= Records from a data collection =
..............................
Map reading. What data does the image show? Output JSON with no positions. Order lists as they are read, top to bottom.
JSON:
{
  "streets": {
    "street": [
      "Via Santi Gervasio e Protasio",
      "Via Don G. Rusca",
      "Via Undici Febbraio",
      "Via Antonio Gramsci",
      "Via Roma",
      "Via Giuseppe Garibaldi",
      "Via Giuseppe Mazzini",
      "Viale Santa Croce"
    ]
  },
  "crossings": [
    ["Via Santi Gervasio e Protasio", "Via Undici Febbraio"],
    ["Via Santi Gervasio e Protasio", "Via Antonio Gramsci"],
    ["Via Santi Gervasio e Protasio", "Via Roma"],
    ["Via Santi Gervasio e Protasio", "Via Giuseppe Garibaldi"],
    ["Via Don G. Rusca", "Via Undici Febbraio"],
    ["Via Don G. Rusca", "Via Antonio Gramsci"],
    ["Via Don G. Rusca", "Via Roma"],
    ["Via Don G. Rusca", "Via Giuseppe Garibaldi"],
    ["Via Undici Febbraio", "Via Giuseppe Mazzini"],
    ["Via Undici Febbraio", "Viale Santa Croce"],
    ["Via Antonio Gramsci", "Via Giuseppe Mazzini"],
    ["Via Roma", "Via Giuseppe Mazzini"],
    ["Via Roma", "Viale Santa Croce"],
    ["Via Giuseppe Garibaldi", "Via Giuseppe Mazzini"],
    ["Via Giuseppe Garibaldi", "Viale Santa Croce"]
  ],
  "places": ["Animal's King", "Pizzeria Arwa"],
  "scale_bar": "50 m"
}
..............................
= Try it =
Quote each line above in full, word for word.

= Your response =
Map reading. What data does the image show? Output JSON with no positions. Order lists as they are read, top to bottom.
JSON:
{
  "streets": {
    "street": [
      "Via Santi Gervasio e Protasio",
      "Via Don G. Rusca",
      "Via Undici Febbraio",
      "Via Antonio Gramsci",
      "Via Roma",
      "Via Giuseppe Garibaldi",
      "Via Giuseppe Mazzini",
      "Viale Santa Croce"
    ]
  },
  "crossings": [
    ["Via Santi Gervasio e Protasio", "Via Undici Febbraio"],
    ["Via Santi Gervasio e Protasio", "Via Antonio Gramsci"],
    ["Via Santi Gervasio e Protasio", "Via Roma"],
    ["Via Santi Gervasio e Protasio", "Via Giuseppe Garibaldi"],
    ["Via Don G. Rusca", "Via Undici Febbraio"],
    ["Via Don G. Rusca", "Via Antonio Gramsci"],
    ["Via Don G. Rusca", "Via Roma"],
    ["Via Don G. Rusca", "Via Giuseppe Garibaldi"],
    ["Via Undici Febbraio", "Via Giuseppe Mazzini"],
    ["Via Undici Febbraio", "Viale Santa Croce"],
    ["Via Antonio Gramsci", "Via Giuseppe Mazzini"],
    ["Via Roma", "Via Giuseppe Mazzini"],
    ["Via Roma", "Viale Santa Croce"],
    ["Via Giuseppe Garibaldi", "Via Giuseppe Mazzini"],
    ["Via Giuseppe Garibaldi", "Viale Santa Croce"]
  ],
  "places": ["Animal's King", "Pizzeria Arwa"],
  "scale_bar": "50 m"
}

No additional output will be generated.